More Time in the Hospital...

I was put on dialysis for 24 hours a day for 10 days. My body was extremely swollen because of my kidney failure. I had - shockingly - 30 pounds of 'water' that my body was holding on to because my kidneys could not process it. The dialysis was supposed to get rid of this water, in hopes that my kidneys would restart. But, as the doctor said openly to my parents, things did not look so good.

"She is the worst case we have ever seen. She is the youngest and most dangerous case out of all the ICU patients. That means she is the sickest one in the hospital," the doctor told us - on more than one occasion.

And so I was asleep - under the power of sedatives - for the entire month of May. I would sometimes wake up, only to feel extremely dizzy. The whole world around me appeared to be nothing but darkness. My room always looked black to me. The dialysis, along with the antibiotics, made my body weaker and weaker.

My body was fragile. My heart rate soared to about 140 beats per minute, the normal for my age being 60-100. My blood pressure (which has always been on the low side) became 180/90. The doctors had no choice but to begin giving me heart and blood pressure medication via IV to stabilize my condition. It seemed as though each and every single day, I was getting worse. My organs were all failing. It was only a matter of time, then, until everything shut down. Doctors, nurses, and even the custodians often witnessed my parents in tears. On countless occasions, my parents were asked whether or not they had any other children. It was plain for everyone to see - I was dying. The only question was when.

And then it happened. I say this with disbelief, knowing that what I experienced was nothing short of a miracle. On May 31, the doctor came in to tell me that they were going to remove the breathing tube. He said that he was sure that I was able to breathe on my own. I remember two nurses coming in and telling me to take three deep breaths. They said that on the third breath, they would pull out the tube.

And pull out the tube was just what they did. I remember taking in a deep third breath and feeling the tube slide up against my throat. I stared in amusement and horror as I realized how large that tube was. The next day, the nurse came to stitch my neck, as it was cut open from where the dialysis tubing was attached. I remember putting my hand to my neck and feeling a large metal suture to my neck.

"It has to stay there," the nurse said. "Because you'll be getting dialyzed in four hour sessions now, instead of for 24 hours".

This time, however, I felt the dialysis because I was awake. It was a horrible feeling. Watching the blood leave your neck out of one tube, and seeing it enter (this time filtered) through another tube. Not being able to move - even an inch - for four hours straight. Shivering in terror because you are losing your blood. Feeling empty on the inside. I pray that neither myself nor anyone else ever has to experience this.

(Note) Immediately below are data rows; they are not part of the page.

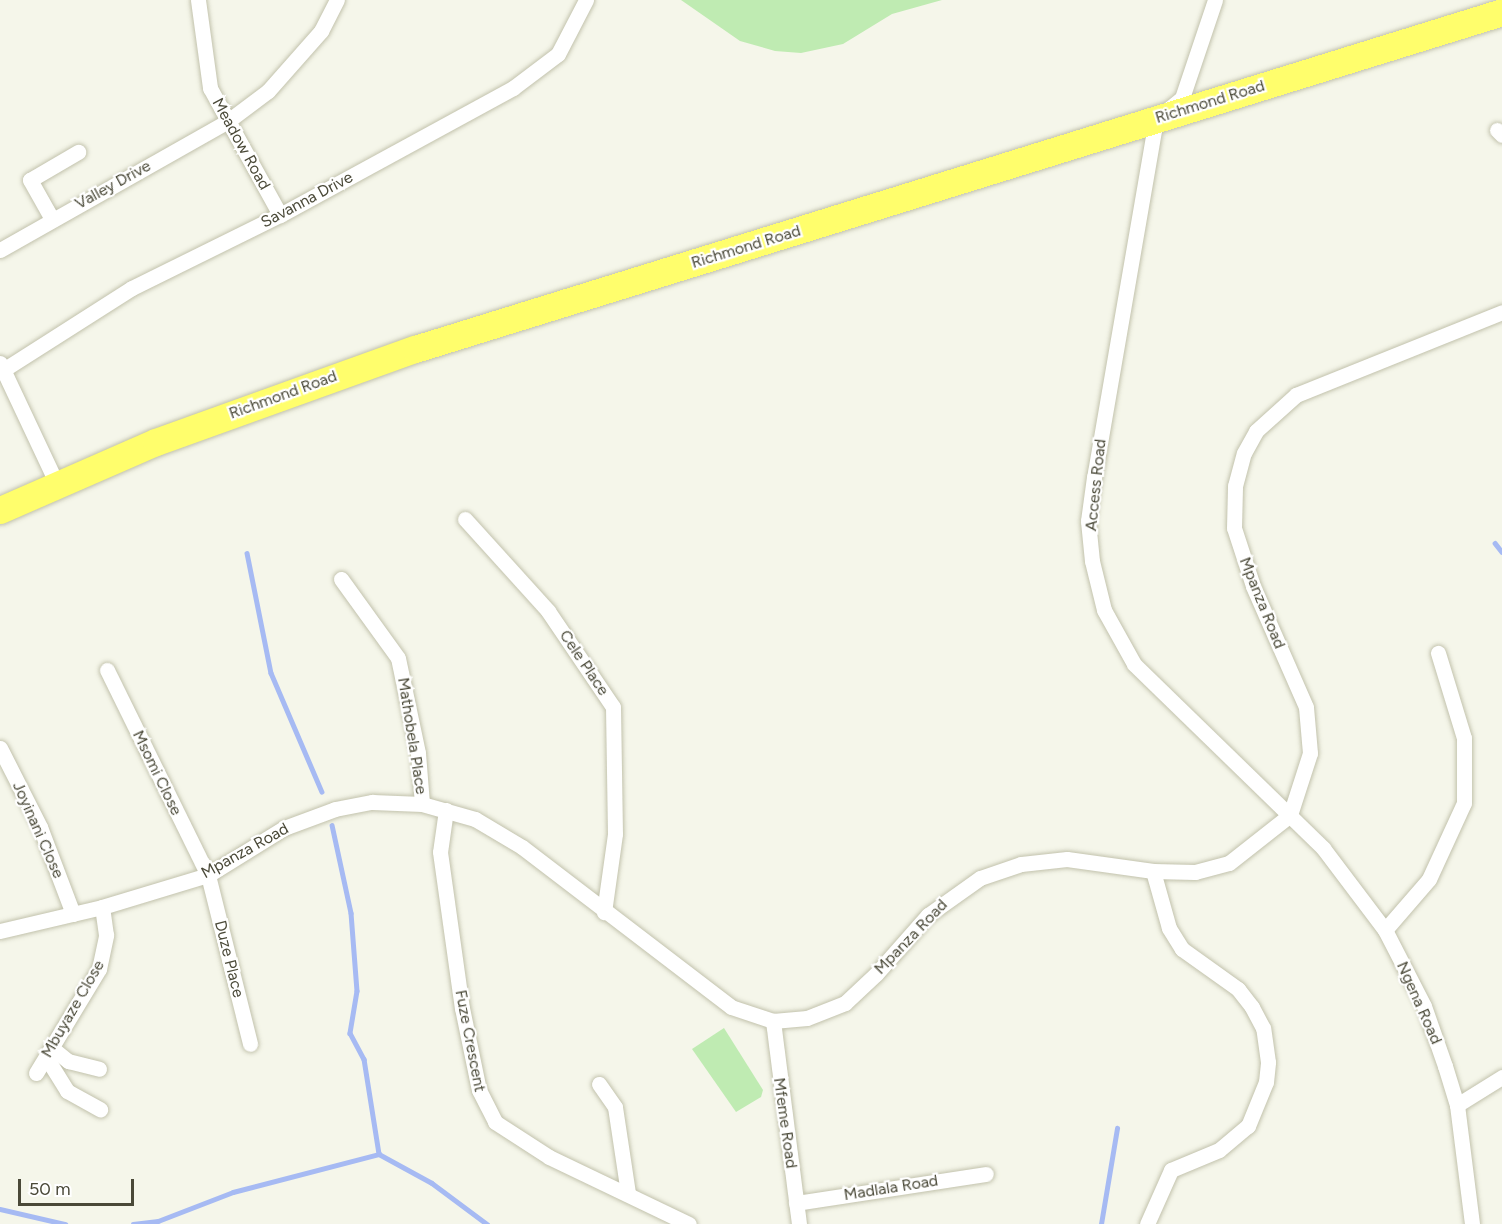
<!DOCTYPE html>
<style>
body{margin:0}
#map{position:relative;width:1502px;height:1224px;overflow:hidden;background:#f5f6ea;font-family:Figtree,sans-serif}
div>[style]{position:absolute}
.green>*{inset:0;background:#bfebb2}
.stream>*{height:4.5px;margin:-2.25px;padding:0 2.25px;transform-origin:2.25px;border-radius:2.25px;background:#a6baf3}
.roads{filter:drop-shadow(0 0 2px #c2c2ac) drop-shadow(0 0 2px #c2c2ac)}
.street>*{height:15px;margin:-7.5px;padding:0 7.5px;transform-origin:7.5px;border-radius:7.5px;background:#fff}
.highway>*{height:27px;margin:-13.5px;padding:0 13.5px;transform-origin:13.5px;border-radius:13.5px;background:#fffe6c}
span{translate:-50% -50%;white-space:nowrap;text-align:center;line-height:1.15;-webkit-text-stroke:4.5px #fff;paint-order:stroke}
.street-label{font-size:16px;color:#4a4938}
.scale{position:absolute;left:18px;top:1179px;width:116px;height:27px;box-sizing:border-box;border:3px solid #4a4938;border-top:0;padding-left:8px;font-size:18px;line-height:21px;white-space:nowrap;color:#4a4938;-webkit-text-stroke:4px #fff;paint-order:stroke}
</style>
<div id="map">
<div class="green">
<div style="clip-path:polygon(681px 0,942px 0,892px 14px,843px 44px,801px 53px,775px 51px,740px 41px)"></div>
<div style="clip-path:polygon(724px 1028px,763px 1090px,761px 1097px,736px 1112px,692px 1049px)"></div>
</div>
<div class="stream">
<div style="left:1495px;top:543px;width:11px;rotate:52deg"></div>
<div style="left:247px;top:553px;width:122px;rotate:78.7deg"></div>
<div style="left:271px;top:673px;width:129px;rotate:66.8deg"></div>
<div style="left:332px;top:825px;width:90px;rotate:77.8deg"></div>
<div style="left:351px;top:913px;width:78px;rotate:85.6deg"></div>
<div style="left:357px;top:991px;width:43px;rotate:99.5deg"></div>
<div style="left:350px;top:1033px;width:30px;rotate:62deg"></div>
<div style="left:364px;top:1059px;width:96px;rotate:81deg"></div>
<div style="left:0;top:1209px;width:67px;rotate:13deg"></div>
<div style="left:133px;top:1224px;width:25px;rotate:-7deg"></div>
<div style="left:158px;top:1221px;width:80px;rotate:-21.1deg"></div>
<div style="left:233px;top:1192px;width:151px;rotate:-14.6deg"></div>
<div style="left:379px;top:1154px;width:60px;rotate:28.7deg"></div>
<div style="left:432px;top:1183px;width:69px;rotate:36.7deg"></div>
<div style="left:1101px;top:1224px;width:97px;rotate:-80.5deg"></div>
</div>
<div class="roads">
<div class="street">
<div style="left:198px;top:0;width:89px;rotate:82.2deg"></div>
<div style="left:210px;top:88px;width:145px;rotate:61.1deg"></div>
<div style="left:1215px;top:0;width:103px;rotate:108.6deg"></div>
<div style="left:1182px;top:98px;width:33px;rotate:141deg"></div>
<div style="left:1156px;top:119px;width:363px;rotate:99.8deg"></div>
<div style="left:1094px;top:477px;width:44px;rotate:97.8deg"></div>
<div style="left:1088px;top:521px;width:40px;rotate:84.3deg"></div>
<div style="left:1092px;top:561px;width:50px;rotate:76.2deg"></div>
<div style="left:1104px;top:610px;width:62px;rotate:60.9deg"></div>
<div style="left:1134px;top:664px;width:264px;rotate:44.2deg"></div>
<div style="left:1323px;top:848px;width:103px;rotate:52.9deg"></div>
<div style="left:1385px;top:930px;width:85px;rotate:62.8deg"></div>
<div style="left:1424px;top:1006px;width:64px;rotate:70.7deg"></div>
<div style="left:1445px;top:1066px;width:41px;rotate:72.9deg"></div>
<div style="left:1457px;top:1105px;width:120px;rotate:82.8deg"></div>
<div style="left:1497px;top:130px;width:7px;rotate:45deg"></div>
<div style="left:52px;top:219px;width:45px;rotate:-119.4deg"></div>
<div style="left:30px;top:180px;width:56px;rotate:-30.3deg"></div>
<div style="left:0;top:250px;width:262px;rotate:-29.5deg"></div>
<div style="left:228px;top:121px;width:50px;rotate:-36.9deg"></div>
<div style="left:268px;top:91px;width:80px;rotate:-48.5deg"></div>
<div style="left:321px;top:31px;width:35px;rotate:-63deg"></div>
<div style="left:0;top:363px;width:132px;rotate:64.8deg"></div>
<div style="left:0;top:372px;width:156px;rotate:-32.5deg"></div>
<div style="left:132px;top:288px;width:165px;rotate:-26.3deg"></div>
<div style="left:280px;top:215px;width:265px;rotate:-28.6deg"></div>
<div style="left:513px;top:88px;width:56px;rotate:-37.1deg"></div>
<div style="left:558px;top:54px;width:61px;rotate:-62.6deg"></div>
<div style="left:465px;top:519px;width:124px;rotate:47.9deg"></div>
<div style="left:548px;top:611px;width:116px;rotate:55.9deg"></div>
<div style="left:613px;top:707px;width:127px;rotate:89.1deg"></div>
<div style="left:615px;top:834px;width:79px;rotate:98deg"></div>
<div style="left:341px;top:579px;width:97px;rotate:54.2deg"></div>
<div style="left:398px;top:658px;width:97px;rotate:78.1deg"></div>
<div style="left:418px;top:753px;width:51px;rotate:85.5deg"></div>
<div style="left:107px;top:670px;width:229px;rotate:63.8deg"></div>
<div style="left:208px;top:875px;width:174px;rotate:76deg"></div>
<div style="left:0;top:748px;width:89px;rotate:63.1deg"></div>
<div style="left:40px;top:827px;width:93px;rotate:69.2deg"></div>
<div style="left:446px;top:810px;width:42px;rotate:98.1deg"></div>
<div style="left:440px;top:852px;width:158px;rotate:82deg"></div>
<div style="left:462px;top:1008px;width:84px;rotate:78.3deg"></div>
<div style="left:479px;top:1090px;width:36px;rotate:63deg"></div>
<div style="left:495px;top:1122px;width:64px;rotate:32.9deg"></div>
<div style="left:549px;top:1157px;width:155px;rotate:25.6deg"></div>
<div style="left:1385px;top:930px;width:67px;rotate:-49.2deg"></div>
<div style="left:1429px;top:879px;width:84px;rotate:-65.3deg"></div>
<div style="left:1464px;top:803px;width:65px;rotate:-90deg"></div>
<div style="left:1464px;top:738px;width:89px;rotate:-107deg"></div>
<div style="left:0;top:931px;width:105px;rotate:-13.2deg"></div>
<div style="left:102px;top:907px;width:111px;rotate:-16.8deg"></div>
<div style="left:208px;top:875px;width:89px;rotate:-31.7deg"></div>
<div style="left:284px;top:828px;width:54px;rotate:-20.4deg"></div>
<div style="left:335px;top:809px;width:38px;rotate:-11deg"></div>
<div style="left:372px;top:802px;width:50px;rotate:2.3deg"></div>
<div style="left:422px;top:804px;width:55px;rotate:15.8deg"></div>
<div style="left:475px;top:819px;width:55px;rotate:30.8deg"></div>
<div style="left:522px;top:847px;width:263px;rotate:37.4deg"></div>
<div style="left:731px;top:1007px;width:44px;rotate:18.4deg"></div>
<div style="left:773px;top:1021px;width:34px;rotate:-5deg"></div>
<div style="left:807px;top:1018px;width:41px;rotate:-21.5deg"></div>
<div style="left:845px;top:1003px;width:42px;rotate:-43.1deg"></div>
<div style="left:876px;top:974px;width:79px;rotate:-48.6deg"></div>
<div style="left:928px;top:915px;width:64px;rotate:-35.4deg"></div>
<div style="left:980px;top:878px;width:43px;rotate:-18.9deg"></div>
<div style="left:1021px;top:864px;width:46px;rotate:-6.2deg"></div>
<div style="left:1067px;top:859px;width:87px;rotate:7.9deg"></div>
<div style="left:1153px;top:871px;width:42px;rotate:1.4deg"></div>
<div style="left:1195px;top:872px;width:35px;rotate:-15deg"></div>
<div style="left:1229px;top:863px;width:78px;rotate:-38.2deg"></div>
<div style="left:1290px;top:815px;width:65px;rotate:-72.1deg"></div>
<div style="left:1310px;top:753px;width:46px;rotate:-95deg"></div>
<div style="left:1306px;top:707px;width:132px;rotate:-113.7deg"></div>
<div style="left:1253px;top:586px;width:61px;rotate:-108.1deg"></div>
<div style="left:1234px;top:528px;width:42px;rotate:-88.6deg"></div>
<div style="left:1235px;top:486px;width:34px;rotate:-75deg"></div>
<div style="left:1244px;top:453px;width:25px;rotate:-61deg"></div>
<div style="left:1256px;top:431px;width:54px;rotate:-42deg"></div>
<div style="left:1296px;top:395px;width:222px;rotate:-21.9deg"></div>
<div style="left:773px;top:1021px;width:205px;rotate:82.7deg"></div>
<div style="left:52px;top:1048px;width:21px;rotate:39deg"></div>
<div style="left:68px;top:1061px;width:32px;rotate:14deg"></div>
<div style="left:46px;top:1057px;width:40px;rotate:58deg"></div>
<div style="left:67px;top:1091px;width:38px;rotate:29deg"></div>
<div style="left:36px;top:1073px;width:122px;rotate:-58.8deg"></div>
<div style="left:99px;top:969px;width:35px;rotate:-78deg"></div>
<div style="left:106px;top:935px;width:28px;rotate:-98deg"></div>
<div style="left:599px;top:1084px;width:28px;rotate:55deg"></div>
<div style="left:615px;top:1107px;width:87px;rotate:81.4deg"></div>
<div style="left:1457px;top:1105px;width:53px;rotate:-31.9deg"></div>
<div style="left:796px;top:1203px;width:192px;rotate:-8.7deg"></div>
<div style="left:1147px;top:1224px;width:59px;rotate:-66deg"></div>
<div style="left:1171px;top:1170px;width:52px;rotate:-22.6deg"></div>
<div style="left:1219px;top:1150px;width:38px;rotate:-40deg"></div>
<div style="left:1248px;top:1126px;width:48px;rotate:-67.8deg"></div>
<div style="left:1266px;top:1082px;width:20px;rotate:-84deg"></div>
<div style="left:1268px;top:1062px;width:34px;rotate:-98deg"></div>
<div style="left:1263px;top:1028px;width:24px;rotate:-118deg"></div>
<div style="left:1252px;top:1007px;width:23px;rotate:-128deg"></div>
<div style="left:1238px;top:989px;width:69px;rotate:-144.5deg"></div>
<div style="left:1182px;top:949px;width:25px;rotate:-122deg"></div>
<div style="left:1169px;top:928px;width:59px;rotate:-105.7deg"></div>
</div>
<div class="highway">
<div style="left:0;top:510px;width:170px;rotate:-23.6deg"></div>
<div style="left:156px;top:442px;width:275px;rotate:-19.8deg"></div>
<div style="left:415px;top:349px;width:1138px;rotate:-17.22deg"></div>
</div>
</div>
<div class="street-label">
<span style="left:1210px;top:102px;rotate:-17deg">Richmond Road</span>
<span style="left:241px;top:144px;rotate:61deg">Meadow Road</span>
<span style="left:113px;top:185px;rotate:-29deg">Valley Drive</span>
<span style="left:307px;top:200px;rotate:-28deg">Savanna Drive</span>
<span style="left:746px;top:247px;rotate:-17deg">Richmond Road</span>
<span style="left:283px;top:395px;rotate:-20deg">Richmond Road</span>
<span style="left:1096px;top:485px;rotate:-84deg">Access Road</span>
<span style="left:1262px;top:603px;rotate:68deg">Mpanza Road</span>
<span style="left:584px;top:663px;rotate:56deg">Cele Place</span>
<span style="left:412px;top:736px;rotate:81deg">Mathobela Place</span>
<span style="left:157px;top:773px;rotate:64deg">Msomi Close</span>
<span style="left:38px;top:830px;rotate:66deg">Joyinani Close</span>
<span style="left:245px;top:851px;rotate:-29deg">Mpanza Road</span>
<span style="left:911px;top:937px;rotate:-46deg">Mpanza Road</span>
<span style="left:229px;top:959px;rotate:76deg">Duze Place</span>
<span style="left:1419px;top:1003px;rotate:66deg">Ngena Road</span>
<span style="left:73px;top:1009px;rotate:-60deg">Mbuyaze Close</span>
<span style="left:470px;top:1041px;rotate:79deg">Fuze Crescent</span>
<span style="left:785px;top:1123px;rotate:82deg">Mfeme Road</span>
<span style="left:891px;top:1188px;rotate:-9deg">Madlala Road</span>
</div>
<div class="scale">50 m</div>
</div>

After a week, I was doing fairly well. I was still receiving the tube feedings, but this time it was only overnight. I was eating, though still not enjoying it. I still had negative thoughts and terrible feelings. But at least I was alive.

I was released from the ICU the second week of June, and was then a patient on the ward. The tube feedings continued, but I had healed from the pneumonia and also no longer needed dialysis. My blood tests showed large improvements in my liver and kidneys. My heart was also getting stronger. Although I didn't like to admit it, I knew that it was the nutrition I was getting that made me better. Food, and God. God has been by my side throughout this entire journey. The doctors and nurses did not believe that I was leaving the ICU alive. Neither could my family. All we could do was thank our Lord, who stretched out His glorious hand to save his daughter. Not to mention all the prayers and support of my family, friends, and Church community. Food, prayers, and love.

It got me through. I was released from the hospital on June 21, 2012.